Vermont’s African and Asian political refugees are among the countless farmers still repairing their land and replanting crops in the wake of last year’s Hurricane Irene.
Touching down at the end of August, Hurricane Irene was one of the most damaging tropical storms to hit the East Coast in recent memory. Nationwide, the storm inflicted $15.6 billion in damage, making it the sixth costliest Atlantic storm in history (putting it behind massive storms like 1992’s Hurricane Andrew and 2005’s Hurricane Katrina).
In Vermont, the storm ravaged the state, flooding nearly every major river and stream (with some rivers reaching 100-year flood levels), inflicting significant damage on bridges and roads, and damaging farms across the countryside. The flood damaged 450 farms in the state (a total of about 10,000 acres altogether).
Among those hit by the flood were roughly 100 African and Asian refugee farmers living in Vermont. The state is home to a growing refugee population, currently about 1,200, hailing from countries like Sudan, Rwanda, Burundi, and Bhutan.

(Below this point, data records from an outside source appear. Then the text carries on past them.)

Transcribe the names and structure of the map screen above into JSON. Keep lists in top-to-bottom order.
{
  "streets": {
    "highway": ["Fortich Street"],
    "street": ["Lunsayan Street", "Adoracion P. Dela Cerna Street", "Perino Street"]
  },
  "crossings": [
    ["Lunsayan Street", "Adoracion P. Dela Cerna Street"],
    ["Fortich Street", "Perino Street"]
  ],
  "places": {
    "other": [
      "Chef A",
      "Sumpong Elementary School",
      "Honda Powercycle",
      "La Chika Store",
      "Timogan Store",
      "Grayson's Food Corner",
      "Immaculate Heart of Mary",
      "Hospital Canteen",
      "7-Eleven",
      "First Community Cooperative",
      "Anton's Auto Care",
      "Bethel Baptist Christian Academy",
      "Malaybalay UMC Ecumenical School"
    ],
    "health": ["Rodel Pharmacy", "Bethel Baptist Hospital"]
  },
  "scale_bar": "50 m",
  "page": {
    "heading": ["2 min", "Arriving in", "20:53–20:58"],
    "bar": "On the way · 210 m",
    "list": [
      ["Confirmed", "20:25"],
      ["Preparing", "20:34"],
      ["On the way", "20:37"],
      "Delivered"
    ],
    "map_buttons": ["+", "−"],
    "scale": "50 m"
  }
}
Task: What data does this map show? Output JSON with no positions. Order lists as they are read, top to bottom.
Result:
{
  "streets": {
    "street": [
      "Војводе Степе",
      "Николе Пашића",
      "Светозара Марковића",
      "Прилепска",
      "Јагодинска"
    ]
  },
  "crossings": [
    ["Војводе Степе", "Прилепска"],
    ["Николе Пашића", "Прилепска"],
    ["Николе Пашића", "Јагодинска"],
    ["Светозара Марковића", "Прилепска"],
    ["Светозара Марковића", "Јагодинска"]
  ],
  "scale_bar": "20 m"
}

While most refugee farmers do not rely on farming for their sole financial support, the practice carries important cultural and social ties, particularly for many families who depended on managing small gardens in refugee camps in Africa and Asia. Despite these hardships, however, many refugees have developed a resilient optimism, expressing their willingness to repair their fields and continue cultivating ties to their native lands through agriculture.